Electronic Commerce (E-Commerce) is all about buying, selling or exchanging of products, services and information using the Internet platform and in particular the Web. E-Business, on the other hand, carries a broader definition, not just the buying and selling of goods and services, but servicing customers, collaborating with business partners, and conducting communications and transactions within and outside an organization.
E-commerce is considered to be the buying and selling of information, products, and services via computer networks. Thus, a primary distinction between m-commerce and e-commerce lies in the differences between transactions and access. E-commerce is oriented toward supporting and realizing transactions. However, the wireless protocol originally designed to facilitate mobile commerce transactions (WAP) has not fulfilled its technological promise, so the most distinctive feature of m-commerce that has emerged in many of the larger mobile markets is the facilitation of enhanced information network access.

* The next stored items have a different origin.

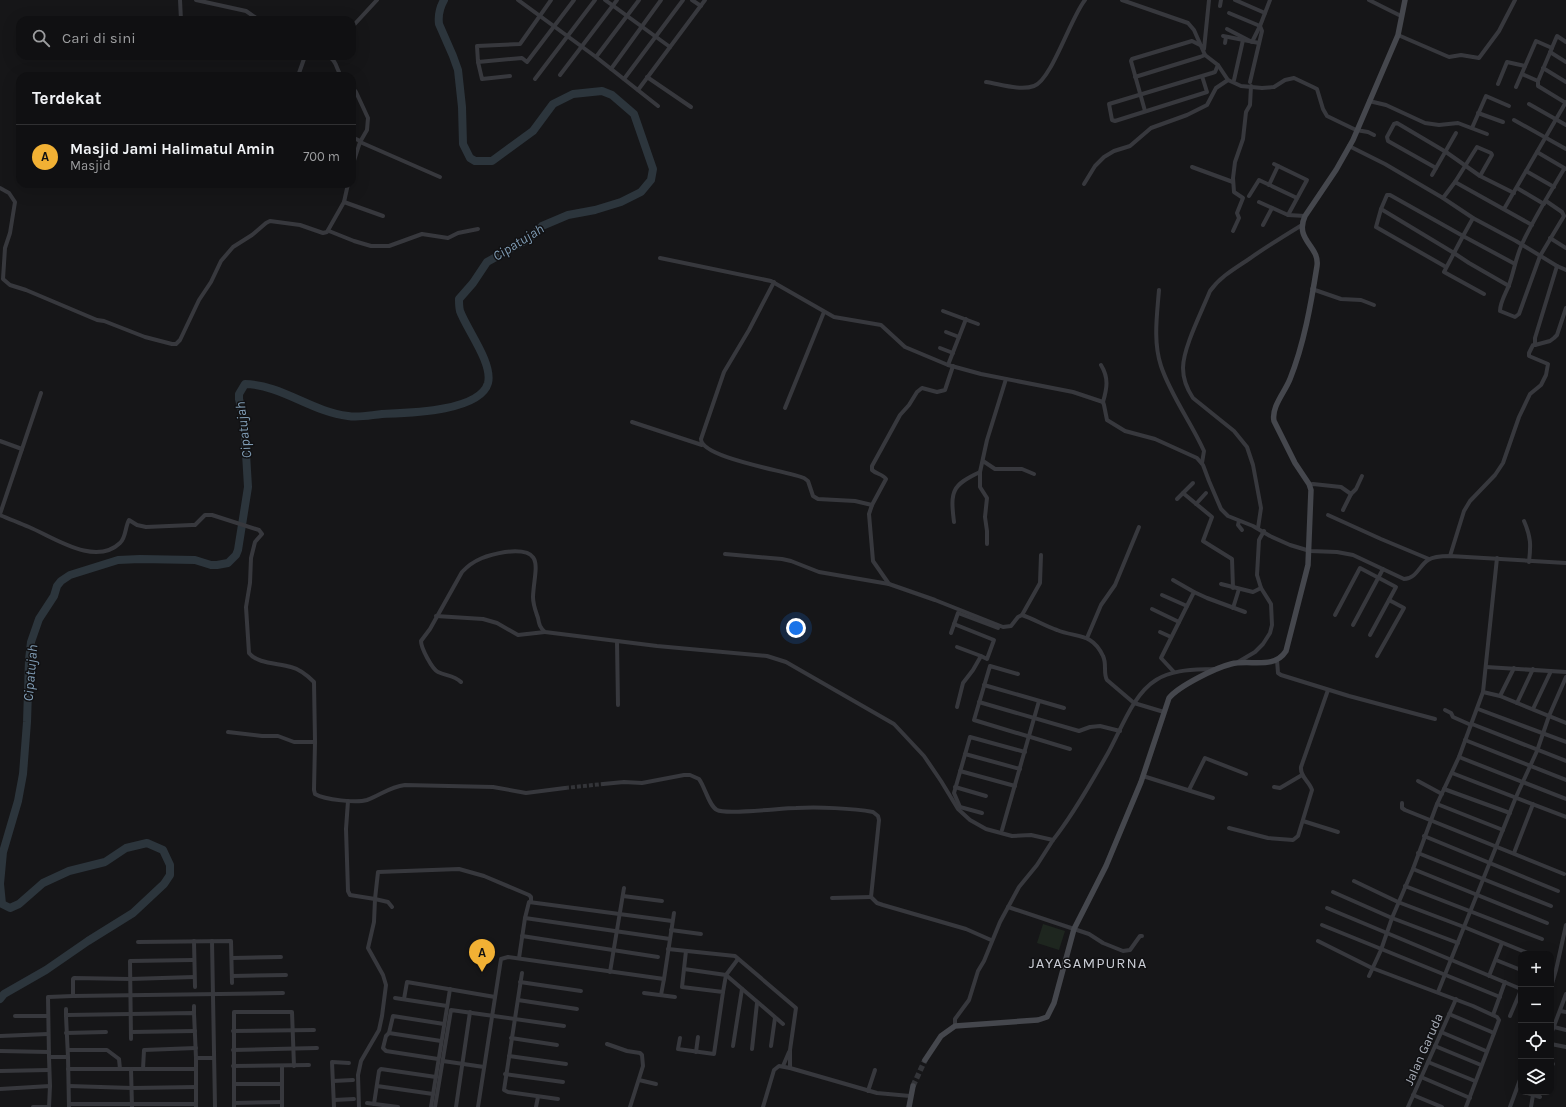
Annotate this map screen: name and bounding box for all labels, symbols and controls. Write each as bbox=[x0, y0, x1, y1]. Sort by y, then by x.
search box bbox=[16, 16, 356, 60]
icon: search bbox=[30, 27, 52, 49]
text: Cari di sini bbox=[62, 29, 136, 47]
text: Terdekat bbox=[32, 88, 101, 108]
text: Masjid Jami Halimatul Amin bbox=[70, 140, 275, 158]
text: A bbox=[41, 149, 49, 164]
text: 700 m bbox=[303, 149, 340, 164]
text: Masjid bbox=[70, 158, 111, 173]
water label: Cipatujah bbox=[490, 220, 547, 265]
water label: Cipatujah bbox=[232, 401, 255, 459]
your location bbox=[786, 618, 806, 638]
water label: Cipatujah bbox=[20, 644, 41, 702]
pin: A bbox=[469, 939, 495, 972]
map controls bbox=[1518, 951, 1554, 1095]
button: + bbox=[1518, 951, 1554, 987]
district label: JAYASAMPURNA bbox=[1029, 954, 1147, 972]
button: − bbox=[1518, 987, 1554, 1023]
street label: Jalan Garuda bbox=[1401, 1011, 1446, 1087]
button: locate bbox=[1518, 1023, 1554, 1059]
button: layers bbox=[1518, 1059, 1554, 1095]

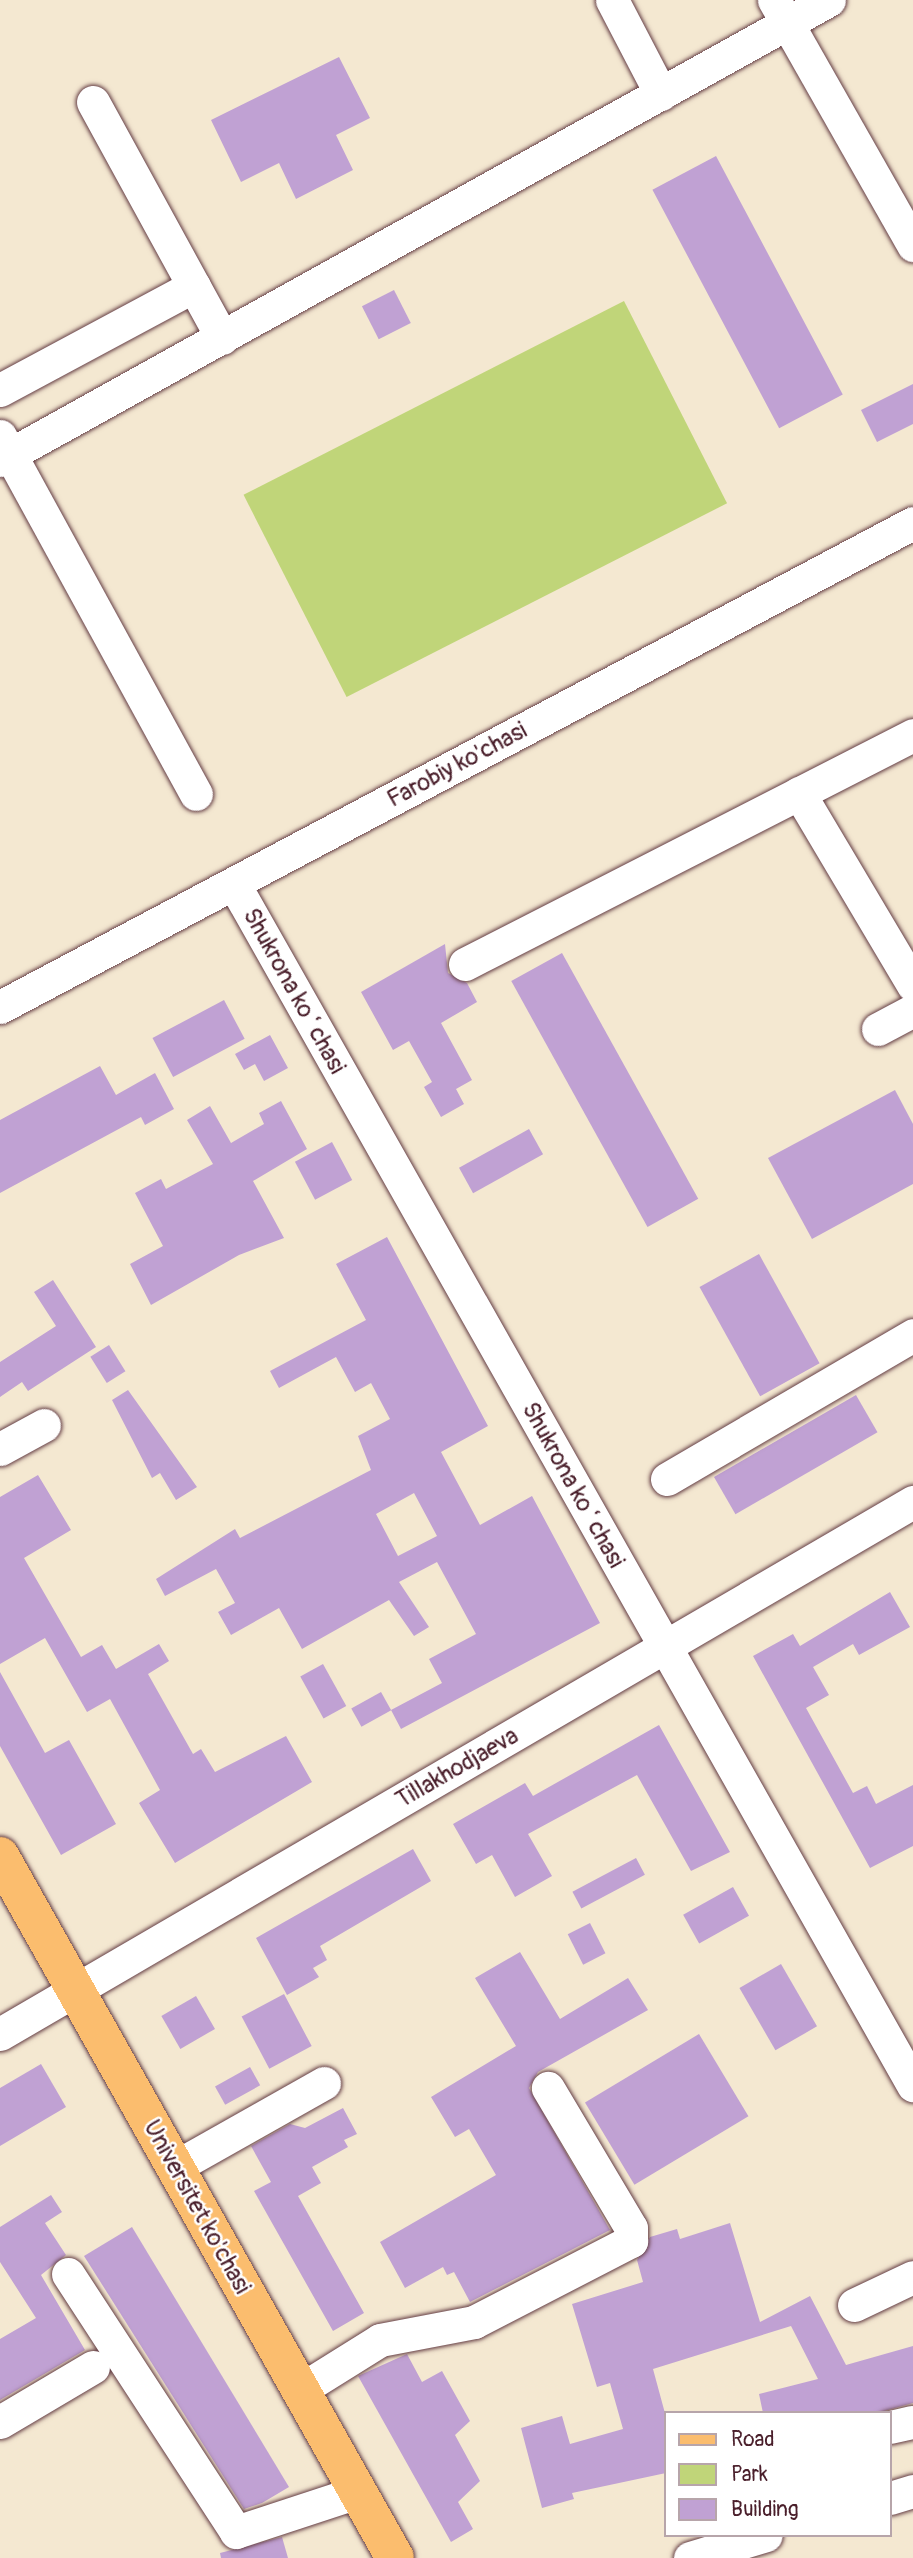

The main idea of the differences between modalities is that e-commerce can be mobile, but m-commerce is not always transactional. Considering Internet-enabled in-store kiosks, m-commerce could also be transactional if not always “phone-in-hand” mobile. This distinction exemplifies a typical e-commerce practice in Japan: iMode phones provide customers with information about shopping choices, but actual product orders are often entered via in-store self-service computer portals. So, m-commerce provides good support and promotion for e-commerce transactions to roaming users, even if it’s not always fully functional for every shopping need.
In other words, we can say that M-commerce is a subset of e-commerce that deals with electronic transactions using mobile communication equipment. It refers to electronic transactions and businesses such as financial services or shopping, the only difference with e-commerce being that the medium is wireless rather than wire line. Short Message Service (SMS): There are a variety of Internet-like applications available for today’s mobile phones. The introduction of the second generation GSM mobile phone brought a simple but popular application called Short Message Service (SMS). This allows text messages to be sent from one phone to another.
Wireless Application Protocol (WAP), commercially launched by many operators in 2000 and allows mobile phones to browse the Internet. Users access web sites specially adapted to fit the screen size of a mobile phone. WAP has been plagued by a number of problems including a shortage of handsets, slow speed and a lack of applications and there were less than five million users at the end of 2000.
Difference between Mobile commerce and Electronic commerce: Frequently, m-commerce is represented as a “subset of all e-commerce” thus implying that any e-commerce site could and should be made available from a wireless device. However, M-commerce should be recognized as a unique business opportunity with its own unique characteristics and functions, not just an extension of an organization’s Internet-based e-commerce channel.